El capitán Cuéllar nos miraba extrañado. Por su semblante, era evidente que no entendía qué relación tenía yo con aquel campesino al que daba el tratamiento de padre.

—Capitán. Este es el clérigo del que os hablé: el padre Ó Péicin —le expliqué—. Y este es el capitán Cuéllar, al que mis camaradas y yo dimos por muerto antes de encontrarlo en unas chozas de paja, junto a un gran lago que hay al este —aclaré al sacerdote.

—Y bien. ¿Qué tenéis pensado hacer ahora que habéis perdido el barco? —preguntó el irlandés después de los saludos.

Miré al capitán sin saber bien qué decir.

—Creo que deberíamos regresar a las tierras de O'Rourke de Leitrim —intervino Cuéllar.

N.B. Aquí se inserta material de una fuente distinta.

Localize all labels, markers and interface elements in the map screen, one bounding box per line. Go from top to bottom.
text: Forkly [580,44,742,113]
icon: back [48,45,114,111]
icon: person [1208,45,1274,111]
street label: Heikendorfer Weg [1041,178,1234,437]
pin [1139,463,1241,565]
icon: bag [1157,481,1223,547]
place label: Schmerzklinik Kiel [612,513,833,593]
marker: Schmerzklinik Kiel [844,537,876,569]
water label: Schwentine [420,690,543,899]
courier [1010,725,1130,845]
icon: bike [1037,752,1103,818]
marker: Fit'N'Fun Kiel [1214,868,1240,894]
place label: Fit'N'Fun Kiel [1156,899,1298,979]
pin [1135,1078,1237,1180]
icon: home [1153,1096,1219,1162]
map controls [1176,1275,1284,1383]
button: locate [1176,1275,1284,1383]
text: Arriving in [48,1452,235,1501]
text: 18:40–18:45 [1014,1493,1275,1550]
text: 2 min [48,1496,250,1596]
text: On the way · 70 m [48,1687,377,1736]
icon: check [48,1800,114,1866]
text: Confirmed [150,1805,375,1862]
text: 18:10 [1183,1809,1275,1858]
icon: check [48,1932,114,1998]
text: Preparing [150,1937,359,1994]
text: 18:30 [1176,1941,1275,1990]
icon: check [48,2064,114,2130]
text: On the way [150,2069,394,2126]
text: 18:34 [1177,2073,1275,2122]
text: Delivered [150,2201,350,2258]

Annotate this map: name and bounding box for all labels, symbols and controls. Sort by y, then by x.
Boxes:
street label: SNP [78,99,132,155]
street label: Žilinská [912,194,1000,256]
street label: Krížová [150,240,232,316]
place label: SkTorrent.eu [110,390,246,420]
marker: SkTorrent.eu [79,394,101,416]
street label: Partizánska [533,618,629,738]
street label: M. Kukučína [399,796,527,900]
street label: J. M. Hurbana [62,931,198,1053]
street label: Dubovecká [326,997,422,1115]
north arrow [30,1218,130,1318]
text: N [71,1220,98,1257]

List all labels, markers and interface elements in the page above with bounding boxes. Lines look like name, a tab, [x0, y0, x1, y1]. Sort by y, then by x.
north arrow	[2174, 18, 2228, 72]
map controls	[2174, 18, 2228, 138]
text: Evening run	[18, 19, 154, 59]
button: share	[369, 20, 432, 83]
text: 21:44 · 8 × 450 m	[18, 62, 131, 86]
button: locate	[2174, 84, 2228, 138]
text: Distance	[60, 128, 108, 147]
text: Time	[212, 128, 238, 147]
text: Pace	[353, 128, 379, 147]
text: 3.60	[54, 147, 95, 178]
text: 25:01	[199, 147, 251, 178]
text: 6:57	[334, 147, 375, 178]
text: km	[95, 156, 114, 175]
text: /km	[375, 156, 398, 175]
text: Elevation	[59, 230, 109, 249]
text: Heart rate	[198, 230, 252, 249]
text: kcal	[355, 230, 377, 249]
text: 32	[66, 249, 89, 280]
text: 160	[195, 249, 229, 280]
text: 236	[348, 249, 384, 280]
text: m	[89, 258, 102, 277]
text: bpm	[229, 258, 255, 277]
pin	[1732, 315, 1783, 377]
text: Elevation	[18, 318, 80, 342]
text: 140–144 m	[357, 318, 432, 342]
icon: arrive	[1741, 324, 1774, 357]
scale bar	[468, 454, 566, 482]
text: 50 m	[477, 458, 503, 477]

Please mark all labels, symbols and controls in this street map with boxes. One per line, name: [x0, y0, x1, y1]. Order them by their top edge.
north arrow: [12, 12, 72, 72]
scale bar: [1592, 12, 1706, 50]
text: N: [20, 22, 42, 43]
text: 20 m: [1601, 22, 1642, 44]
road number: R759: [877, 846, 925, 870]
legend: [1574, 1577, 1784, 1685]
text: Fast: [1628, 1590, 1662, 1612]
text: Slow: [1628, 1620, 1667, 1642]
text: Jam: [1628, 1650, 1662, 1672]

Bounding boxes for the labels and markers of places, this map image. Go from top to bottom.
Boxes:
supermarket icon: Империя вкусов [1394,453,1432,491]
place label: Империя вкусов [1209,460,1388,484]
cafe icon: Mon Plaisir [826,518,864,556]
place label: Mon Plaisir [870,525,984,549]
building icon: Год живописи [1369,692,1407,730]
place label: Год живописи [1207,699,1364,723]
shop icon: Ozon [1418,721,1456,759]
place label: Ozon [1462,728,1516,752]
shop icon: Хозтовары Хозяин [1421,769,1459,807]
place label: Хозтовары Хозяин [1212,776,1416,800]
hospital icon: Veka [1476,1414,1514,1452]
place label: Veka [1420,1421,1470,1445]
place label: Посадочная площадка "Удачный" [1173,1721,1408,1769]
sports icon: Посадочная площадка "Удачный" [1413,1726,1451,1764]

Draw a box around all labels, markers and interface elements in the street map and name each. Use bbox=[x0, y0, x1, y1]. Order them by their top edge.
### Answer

—Haced lo que queráis. Yo os recomiendo que vayáis en esa dirección —dijo el sacerdote señalando hacia unas montañas cercanas—. A unas seis leguas encontraréis una gran fortaleza a orillas de un inmenso lago, donde seréis bien acogidos. Pertenece a MacClancy, aliado de O'Rourke y enemigo de Inglaterra. Mientras lo pensáis podemos comer algo, pues veo que vuestras mercedes necesitan reponer fuerzas.

Nos acercamos a la playa. Tras los roquedos había una pequeña cabaña de pescadores. El sacerdote intercambió con ellos unas palabras antes de que le sirvieran algo de pescado fresco. Luego nos dirigimos hacia el interior y fimos a dar con un villorrio donde nos asaron los peces, de los que dimos buena cuenta en torno a una fogata.